Endpoint detection and response (EDR) tools are deployed on endpoints (laptops and workstations) as well as on servers (whether on-premise or in the cloud). They bring important security protections and the ability to detect adversaries “living off the land,” using common tools like PowerShell and techniques that include process and DLL injections.
“Many forms of malware don’t necessarily result in a signature that can be used by antimalware applications but rather anomalous behavior within an environment that could offer warnings of adversarial behavior,” says Stamper.
“Modern malware frequently runs in memory and has been designed to ‘hide in the open’ and look like legitimate activity using normal processes within the operating system. This is the primary reason why EDR tools require machine learning and cloud backends to sift through millions of events to determine which is the bad ‘needle’ in a haystack full of needles.”
Smaller companies often don’t believe they are APT targets because they can’t imagine that a nation-state would know or care that they exist. Because they don’t believe they’re at risk, these firms don’t protect themselves and are easy prey for APTs.

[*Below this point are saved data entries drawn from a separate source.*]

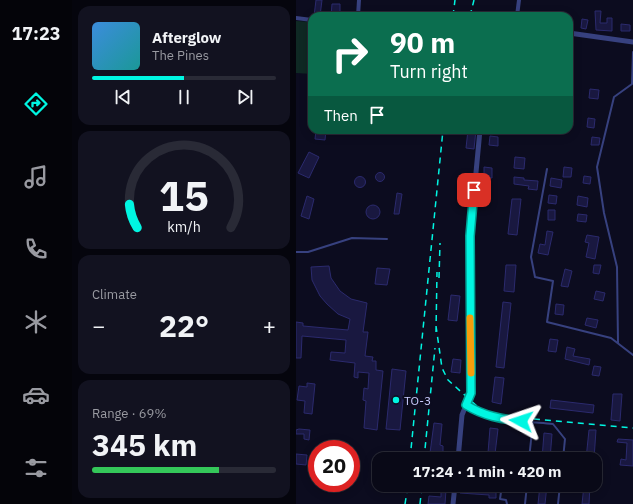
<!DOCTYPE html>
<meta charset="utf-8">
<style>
body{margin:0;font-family:"IBM Plex Sans",sans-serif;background:#121220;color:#f1f3f6;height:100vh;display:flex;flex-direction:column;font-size:15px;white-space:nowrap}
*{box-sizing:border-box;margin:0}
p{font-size:13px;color:#999aa1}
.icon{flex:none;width:22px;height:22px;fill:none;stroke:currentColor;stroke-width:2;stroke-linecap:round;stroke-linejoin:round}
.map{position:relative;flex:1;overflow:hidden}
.details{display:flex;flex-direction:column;gap:6px;padding:6px;background:#05050d;width:224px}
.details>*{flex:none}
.guide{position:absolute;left:12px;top:12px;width:265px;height:122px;border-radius:12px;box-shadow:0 2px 10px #0003,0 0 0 1px #292a36;background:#0b6e4f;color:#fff;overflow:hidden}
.speed{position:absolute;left:12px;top:440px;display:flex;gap:8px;font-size:20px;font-weight:700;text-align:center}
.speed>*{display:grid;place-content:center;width:52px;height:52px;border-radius:50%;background:#090917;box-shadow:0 2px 10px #0003,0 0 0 1px #292a36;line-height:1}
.speed .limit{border:6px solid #d22;background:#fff;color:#111}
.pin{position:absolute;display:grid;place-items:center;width:34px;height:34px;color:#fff;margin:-17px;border-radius:8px;box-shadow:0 2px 6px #0006}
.me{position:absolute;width:44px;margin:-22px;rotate:275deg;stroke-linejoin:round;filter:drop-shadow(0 0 3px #0008)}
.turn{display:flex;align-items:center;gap:14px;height:84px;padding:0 16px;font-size:18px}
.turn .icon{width:52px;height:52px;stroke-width:2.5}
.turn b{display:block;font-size:28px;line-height:34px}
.then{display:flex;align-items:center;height:38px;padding:0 16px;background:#0003;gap:8px;font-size:15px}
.big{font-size:30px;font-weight:800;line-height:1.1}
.details .card{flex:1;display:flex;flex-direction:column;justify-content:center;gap:6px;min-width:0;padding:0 14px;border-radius:12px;background:#121220}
.details .dial{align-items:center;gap:0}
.dial svg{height:104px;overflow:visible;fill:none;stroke:#292a36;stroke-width:7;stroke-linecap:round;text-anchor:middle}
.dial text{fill:#f1f3f6;stroke:none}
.song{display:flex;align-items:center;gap:12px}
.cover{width:48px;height:48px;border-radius:6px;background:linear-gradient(135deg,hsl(210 70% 55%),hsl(180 70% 35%))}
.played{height:4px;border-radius:2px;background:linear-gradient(90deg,#00f6e2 50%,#292a36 50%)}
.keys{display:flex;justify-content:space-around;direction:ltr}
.heat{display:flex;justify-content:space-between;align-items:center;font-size:22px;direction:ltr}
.charge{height:6px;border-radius:3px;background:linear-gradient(90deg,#34c759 69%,#292a36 0)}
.trip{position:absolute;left:76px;top:452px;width:230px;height:40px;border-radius:12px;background:#090917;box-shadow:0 2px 10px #0003,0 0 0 1px #292a36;font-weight:800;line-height:40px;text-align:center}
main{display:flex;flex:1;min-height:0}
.dock{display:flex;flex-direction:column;width:72px;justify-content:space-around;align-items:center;background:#040409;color:#999aa1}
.dock .icon{width:28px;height:28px}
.dock .current{color:#00f6e2}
.dock b{font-size:18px;color:#f1f3f6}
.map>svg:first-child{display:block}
.green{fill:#0f2924}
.building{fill:#191840;stroke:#2b2a6d}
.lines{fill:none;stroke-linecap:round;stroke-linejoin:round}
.service{stroke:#37417f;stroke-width:2}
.minor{stroke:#37417f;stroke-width:4}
.tertiary{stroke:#37417f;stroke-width:5}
.rail{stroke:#00f6e2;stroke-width:1.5;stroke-dasharray:6 5;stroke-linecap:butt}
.route-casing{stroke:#00a093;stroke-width:10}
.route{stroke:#00f6e2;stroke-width:7}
.slow{stroke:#f59e0b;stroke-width:7}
.poi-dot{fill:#00f6e2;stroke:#0c0c1f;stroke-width:1.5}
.labels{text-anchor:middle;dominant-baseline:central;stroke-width:4;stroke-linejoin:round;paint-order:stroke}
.poi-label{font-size:12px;fill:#cbceff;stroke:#0c0c1f;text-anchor:start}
</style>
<main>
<nav class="dock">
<b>17:23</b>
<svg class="icon current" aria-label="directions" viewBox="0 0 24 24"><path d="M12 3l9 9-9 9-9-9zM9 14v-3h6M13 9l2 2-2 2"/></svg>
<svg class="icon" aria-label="music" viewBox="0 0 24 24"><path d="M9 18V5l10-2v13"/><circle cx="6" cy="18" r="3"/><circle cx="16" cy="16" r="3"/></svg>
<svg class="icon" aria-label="phone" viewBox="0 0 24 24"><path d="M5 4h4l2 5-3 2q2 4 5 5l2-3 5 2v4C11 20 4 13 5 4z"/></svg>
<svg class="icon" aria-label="climate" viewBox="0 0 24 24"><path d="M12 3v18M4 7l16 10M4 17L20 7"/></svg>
<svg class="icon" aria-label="car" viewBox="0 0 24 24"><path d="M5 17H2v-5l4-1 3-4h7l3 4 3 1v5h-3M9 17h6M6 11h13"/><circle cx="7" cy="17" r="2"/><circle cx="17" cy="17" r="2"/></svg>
<svg class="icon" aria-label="filters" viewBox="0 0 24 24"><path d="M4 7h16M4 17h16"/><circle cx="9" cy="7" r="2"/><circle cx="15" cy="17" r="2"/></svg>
</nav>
<section class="details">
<div class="card">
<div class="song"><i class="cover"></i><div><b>Afterglow</b><p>The Pines</p></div></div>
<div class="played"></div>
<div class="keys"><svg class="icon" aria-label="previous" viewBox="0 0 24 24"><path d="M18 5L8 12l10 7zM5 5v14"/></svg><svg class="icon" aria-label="pause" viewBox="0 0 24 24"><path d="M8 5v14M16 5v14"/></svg><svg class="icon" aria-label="next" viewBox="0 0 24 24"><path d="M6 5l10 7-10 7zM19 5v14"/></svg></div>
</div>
<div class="card dial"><svg viewBox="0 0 100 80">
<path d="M14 69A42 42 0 1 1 86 69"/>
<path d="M14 69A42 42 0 0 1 8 51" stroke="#00f6e2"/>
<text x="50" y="56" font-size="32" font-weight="700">15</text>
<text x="50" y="72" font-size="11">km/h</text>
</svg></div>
<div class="card"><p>Climate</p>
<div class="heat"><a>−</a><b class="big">22°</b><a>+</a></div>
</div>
<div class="card"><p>Range · 69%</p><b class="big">345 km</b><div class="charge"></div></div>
</section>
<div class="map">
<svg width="337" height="504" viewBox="0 0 337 504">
<rect width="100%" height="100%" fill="#0c0c1f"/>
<!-- green -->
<path class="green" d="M0,21L16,22V74L0,73Z"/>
<!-- building -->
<path class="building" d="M20,0H26L24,16H18Z
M36,4H44V16H35Z
M299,11H305L304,23H311V18H316V31L300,30Z
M286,19L292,20L290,29L285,28Z
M325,24L334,25V31H325Z
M294,89L303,90L302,99L293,98Z
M292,118L299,119L298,128L291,127Z
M20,130H30L29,140L19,139Z
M172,130H180L178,149L170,148Z
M194,136L202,137V146L193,145Z
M296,137L304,138L303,145H295Z
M13,152L23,157L13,178L2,173Z
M219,157L229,158L228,169L218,168Z
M188,167L196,168V178L188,177Z
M268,167L276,168L275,177H267Z
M79.5 177a4.5 4.5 0 1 1 9 0a4.5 4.5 0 1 1-9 0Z
M288,176L295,177L294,184L287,183Z
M58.5 182a5.5 5.5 0 1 1 11 0a5.5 5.5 0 1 1-11 0Z
M218,177L228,178V180L242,181L241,190L232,189L233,186L218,184Z
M255,178L266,180L265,188L254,186Z
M101,193L106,194L103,214H98Z
M253,195L261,196L260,204L252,203Z
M11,196L18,199L13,219L5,216Z
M282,196L292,198L291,207L281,205Z
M216,199H225L221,235L212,234Z
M70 212a7 7 0 1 1 14 0a7 7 0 1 1-14 0Z
M252,210H259V220H252Z
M282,214L291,215L290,222L281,221Z
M251,231L257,232L252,255L242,253L244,244L249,245Z
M291,235L303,237L299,259L290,257L293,243L289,242Z
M210,265H220L218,292L208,291Z
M298,265H305L303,274L297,273Z
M33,266L35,278L44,291L55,299L71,303L67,332H72L69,356L77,357L76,361H80V370L87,371L81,430L68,428L70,401L67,400L68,388L72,389L73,373L62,372V378L58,377L59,363L34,360L35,352L49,353L50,340L6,336L5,358H0V322L7,323V326L52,330L54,319L42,314L31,304L24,296L16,280L15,267Z
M81,268L94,269L91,285L79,284Z
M269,269L276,271L272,287L265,286Z
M300,291L309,293L307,301L298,299Z
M155,295L164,296L161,321L152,320Z
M207,302L215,303L208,368L200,367Z
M260,304L268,305L267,315L259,314Z
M291,318L302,320L300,328L289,325Z
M254,339L262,340L260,352L252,351Z
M271,347L279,349L277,356L294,359L293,365L269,359Z
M157,359L165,360L164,373L155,372Z
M298,366L305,367L303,376L296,375Z
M96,369L110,371L104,430L90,429Z
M199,377L208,378L205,404L196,402Z
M11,383L19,384L16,414L8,413L9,401L1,400L3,386L11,387Z
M317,394H326L324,421L315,420Z
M255,400L298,405L297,413L254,408Z
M138,423L146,424L144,445L147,446V454L152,455V459L140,458L141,453H134Z
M194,428L202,429L199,454L192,453Z
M3,429L14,430L13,440L8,439V434H0V430Z
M293,430H300L298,459H290Z
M248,433L256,434L254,459H246Z
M322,439L337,440V466L324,465L325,459L330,460L331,443L321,442Z
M0,454L11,455L10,465L0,464Z
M165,485H170V488L177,489L178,485H197V490H200V498H193V495L164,493Z
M244,485H251L249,504H242Z
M288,485H294L293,504H286Z
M145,490H150L149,504H132L133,496L145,497Z"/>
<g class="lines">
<!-- service -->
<path class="service" d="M251,169L235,257L239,277L257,281L251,322L315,338L337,355
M0,252H12L56,238L91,239
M322,343L321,267L308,213L301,167L318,97L336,84L337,52
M171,406C198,421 226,421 257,424L269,439L267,459
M233,459L237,422
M206,485L204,499L210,500L211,504
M229,504L231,485
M262,504L264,485"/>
<!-- minor -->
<path class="minor" d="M62,16L63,0
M221,16L223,0
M0,18L16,20"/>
<!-- tertiary -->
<path class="tertiary" d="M273,33L337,42
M162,459L166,415L175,393L174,236L184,130
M157,504L159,485"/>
<!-- rail -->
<path class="rail" d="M157,16L159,0
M174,16L178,0
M143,278L144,243
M140,326L146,368L152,380L183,408L199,414L226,418L337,428
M140,332L141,272
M114,459L147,130
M128,459L139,348
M109,504L112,485
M124,504L126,485"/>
</g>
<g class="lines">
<defs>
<path id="route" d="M178,190L174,236L175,393L170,405C188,416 205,419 225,421"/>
</defs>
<!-- route casing -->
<use href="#route" class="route-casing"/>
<!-- route -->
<use href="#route" class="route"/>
<!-- slow -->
<path class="slow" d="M174,318L175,373"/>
</g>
<!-- markers -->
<circle class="poi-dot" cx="100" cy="400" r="4"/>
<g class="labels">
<!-- poi labels -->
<g class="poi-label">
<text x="108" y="400">ТО-3</text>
</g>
</g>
</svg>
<div class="speed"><div class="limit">20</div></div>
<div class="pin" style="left:178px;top:190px;background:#d93025"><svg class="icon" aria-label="arrive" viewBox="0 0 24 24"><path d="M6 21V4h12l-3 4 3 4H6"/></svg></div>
<svg class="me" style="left:225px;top:421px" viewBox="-20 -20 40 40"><path d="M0-17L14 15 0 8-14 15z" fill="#00f6e2" stroke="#fff" stroke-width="4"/></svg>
<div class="trip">17:24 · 1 min · 420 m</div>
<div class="guide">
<div class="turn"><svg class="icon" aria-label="right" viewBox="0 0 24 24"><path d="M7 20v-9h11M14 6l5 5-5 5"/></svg><div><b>90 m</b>Turn right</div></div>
<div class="then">Then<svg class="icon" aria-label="arrive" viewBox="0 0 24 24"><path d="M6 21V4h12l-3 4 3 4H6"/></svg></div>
</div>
</div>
</main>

“I show clients trend data that demonstrates a growing presence of APTs and nation-states in smaller businesses,” says Sangster. “Our security operations centers see a spike in attacks following tectonic events like a missile exchange in the Middle East and trade disputes with China. We’ve seen a state Supreme Court under attack, a telecommunications vendor
infiltrated to establish backdoors in their technology, and a law firm targeted in retaliation for their representation of a client deemed a dissident by their home nation.”
Facing the threat
While small business owners may downplay the risk an advanced persistent threat poses, these incidents are increasing in frequency, and the results can be devastating.
While antivirus and antimalware software are necessary and effective for some issues, most small businesses could benefit from consulting a cybersecurity professional to evaluate their system, identify vulnerabilities, and recommend best practices to keep sensitive data secure from malicious actors.
Depending on the size of your business, it may be time to set up an in-house security operations center (SOC) to provide ongoing threat monitoring, patching, and incident response.
APTs are proof that it’s never too soon to protect your most valuable assets.